Collected data entries:

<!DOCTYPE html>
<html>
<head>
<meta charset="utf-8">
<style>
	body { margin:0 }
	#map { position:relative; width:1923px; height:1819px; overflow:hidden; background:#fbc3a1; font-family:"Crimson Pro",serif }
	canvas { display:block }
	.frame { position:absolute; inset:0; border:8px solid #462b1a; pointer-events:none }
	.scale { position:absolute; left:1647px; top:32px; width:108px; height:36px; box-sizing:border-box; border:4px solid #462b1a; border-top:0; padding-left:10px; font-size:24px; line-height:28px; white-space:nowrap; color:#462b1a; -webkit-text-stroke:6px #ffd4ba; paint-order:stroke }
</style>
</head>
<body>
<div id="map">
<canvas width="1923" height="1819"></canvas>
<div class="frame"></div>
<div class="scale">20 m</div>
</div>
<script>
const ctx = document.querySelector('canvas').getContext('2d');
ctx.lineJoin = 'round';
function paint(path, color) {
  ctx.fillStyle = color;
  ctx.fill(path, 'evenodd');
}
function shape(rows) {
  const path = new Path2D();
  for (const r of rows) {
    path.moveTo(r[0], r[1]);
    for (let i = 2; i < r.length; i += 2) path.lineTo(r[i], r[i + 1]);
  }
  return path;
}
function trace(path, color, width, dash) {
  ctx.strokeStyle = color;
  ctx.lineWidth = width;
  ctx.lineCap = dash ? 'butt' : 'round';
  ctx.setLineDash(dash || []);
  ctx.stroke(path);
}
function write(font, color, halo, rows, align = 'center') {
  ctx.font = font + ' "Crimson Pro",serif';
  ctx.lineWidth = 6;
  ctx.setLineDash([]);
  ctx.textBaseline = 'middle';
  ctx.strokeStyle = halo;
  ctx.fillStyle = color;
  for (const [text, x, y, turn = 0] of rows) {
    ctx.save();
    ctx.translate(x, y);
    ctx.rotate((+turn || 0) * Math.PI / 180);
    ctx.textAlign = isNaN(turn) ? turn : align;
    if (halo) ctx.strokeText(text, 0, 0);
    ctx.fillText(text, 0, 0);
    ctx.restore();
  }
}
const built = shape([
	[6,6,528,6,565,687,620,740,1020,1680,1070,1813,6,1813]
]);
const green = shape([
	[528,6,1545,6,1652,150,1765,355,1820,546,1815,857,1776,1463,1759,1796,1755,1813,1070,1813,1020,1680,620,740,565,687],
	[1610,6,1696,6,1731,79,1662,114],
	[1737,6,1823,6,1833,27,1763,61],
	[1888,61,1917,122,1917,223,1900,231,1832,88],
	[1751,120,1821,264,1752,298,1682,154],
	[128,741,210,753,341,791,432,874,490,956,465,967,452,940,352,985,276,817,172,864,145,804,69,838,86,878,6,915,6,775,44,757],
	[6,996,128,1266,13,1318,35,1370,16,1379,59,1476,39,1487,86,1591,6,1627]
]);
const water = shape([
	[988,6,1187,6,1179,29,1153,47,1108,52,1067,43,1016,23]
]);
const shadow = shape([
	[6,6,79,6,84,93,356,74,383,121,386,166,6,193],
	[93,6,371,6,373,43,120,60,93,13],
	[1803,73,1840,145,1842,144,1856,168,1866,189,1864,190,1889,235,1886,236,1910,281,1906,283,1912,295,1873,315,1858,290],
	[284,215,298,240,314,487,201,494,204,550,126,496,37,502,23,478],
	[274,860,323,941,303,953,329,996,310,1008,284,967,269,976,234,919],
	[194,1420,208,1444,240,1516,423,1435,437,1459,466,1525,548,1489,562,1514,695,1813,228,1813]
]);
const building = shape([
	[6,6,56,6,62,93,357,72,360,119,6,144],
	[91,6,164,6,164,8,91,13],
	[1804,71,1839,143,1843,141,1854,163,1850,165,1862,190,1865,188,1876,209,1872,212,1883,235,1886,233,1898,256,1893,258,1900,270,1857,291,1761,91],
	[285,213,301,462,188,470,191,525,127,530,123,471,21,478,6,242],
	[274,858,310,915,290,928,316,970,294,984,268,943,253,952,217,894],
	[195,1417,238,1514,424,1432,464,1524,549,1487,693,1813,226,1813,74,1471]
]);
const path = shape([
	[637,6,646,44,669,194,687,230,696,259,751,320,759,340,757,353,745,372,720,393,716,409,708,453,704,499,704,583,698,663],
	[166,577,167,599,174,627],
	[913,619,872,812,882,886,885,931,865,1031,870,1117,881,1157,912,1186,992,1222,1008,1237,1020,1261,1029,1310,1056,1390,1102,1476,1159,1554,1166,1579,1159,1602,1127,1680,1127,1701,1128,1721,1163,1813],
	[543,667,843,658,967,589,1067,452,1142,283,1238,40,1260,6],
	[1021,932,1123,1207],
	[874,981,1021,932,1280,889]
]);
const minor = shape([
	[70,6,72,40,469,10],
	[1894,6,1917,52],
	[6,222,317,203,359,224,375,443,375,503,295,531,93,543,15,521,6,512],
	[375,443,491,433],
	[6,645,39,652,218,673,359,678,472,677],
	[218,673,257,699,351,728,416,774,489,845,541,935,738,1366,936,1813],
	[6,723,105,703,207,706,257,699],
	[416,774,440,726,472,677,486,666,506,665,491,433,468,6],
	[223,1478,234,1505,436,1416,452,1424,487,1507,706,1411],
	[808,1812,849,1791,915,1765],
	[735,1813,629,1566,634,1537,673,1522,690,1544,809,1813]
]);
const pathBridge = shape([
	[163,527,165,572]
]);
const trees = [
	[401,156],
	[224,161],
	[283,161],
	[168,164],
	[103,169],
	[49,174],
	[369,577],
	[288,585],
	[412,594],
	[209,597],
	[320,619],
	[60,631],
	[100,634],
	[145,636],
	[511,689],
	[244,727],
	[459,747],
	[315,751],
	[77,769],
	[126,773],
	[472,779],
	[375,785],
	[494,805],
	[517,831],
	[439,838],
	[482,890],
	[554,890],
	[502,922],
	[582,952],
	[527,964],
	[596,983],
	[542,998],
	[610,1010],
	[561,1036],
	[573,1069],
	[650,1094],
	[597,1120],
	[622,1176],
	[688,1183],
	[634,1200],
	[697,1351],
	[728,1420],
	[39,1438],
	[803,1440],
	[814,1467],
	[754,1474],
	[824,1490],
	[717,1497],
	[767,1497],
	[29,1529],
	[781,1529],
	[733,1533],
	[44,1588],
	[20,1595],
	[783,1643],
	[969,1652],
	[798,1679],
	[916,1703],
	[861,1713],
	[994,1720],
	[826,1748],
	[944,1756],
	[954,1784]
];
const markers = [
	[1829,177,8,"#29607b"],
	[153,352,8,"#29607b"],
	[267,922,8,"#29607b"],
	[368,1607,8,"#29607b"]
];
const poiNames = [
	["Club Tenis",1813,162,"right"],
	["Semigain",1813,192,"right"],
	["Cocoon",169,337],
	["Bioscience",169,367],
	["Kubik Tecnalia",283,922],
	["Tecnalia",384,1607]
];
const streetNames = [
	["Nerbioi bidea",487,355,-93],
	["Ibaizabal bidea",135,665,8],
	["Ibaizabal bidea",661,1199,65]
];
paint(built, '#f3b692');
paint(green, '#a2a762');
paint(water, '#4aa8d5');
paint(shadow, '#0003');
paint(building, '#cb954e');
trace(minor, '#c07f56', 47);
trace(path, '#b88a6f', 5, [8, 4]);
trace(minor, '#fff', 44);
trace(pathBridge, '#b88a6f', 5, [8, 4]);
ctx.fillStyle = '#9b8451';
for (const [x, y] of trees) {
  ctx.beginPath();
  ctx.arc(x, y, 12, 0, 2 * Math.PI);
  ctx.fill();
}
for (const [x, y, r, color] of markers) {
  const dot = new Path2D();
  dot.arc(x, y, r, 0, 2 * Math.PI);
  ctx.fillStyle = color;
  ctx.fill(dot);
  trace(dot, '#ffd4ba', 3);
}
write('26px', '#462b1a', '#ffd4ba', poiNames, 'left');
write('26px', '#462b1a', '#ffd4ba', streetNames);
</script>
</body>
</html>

### [Aim of the task]
Look through the entries above and find each line where the word "Math" occurs; copy those lines.

### [Answer space]
    ctx.rotate((+turn || 0) * Math.PI / 180);
  ctx.arc(x, y, 12, 0, 2 * Math.PI);
  dot.arc(x, y, r, 0, 2 * Math.PI);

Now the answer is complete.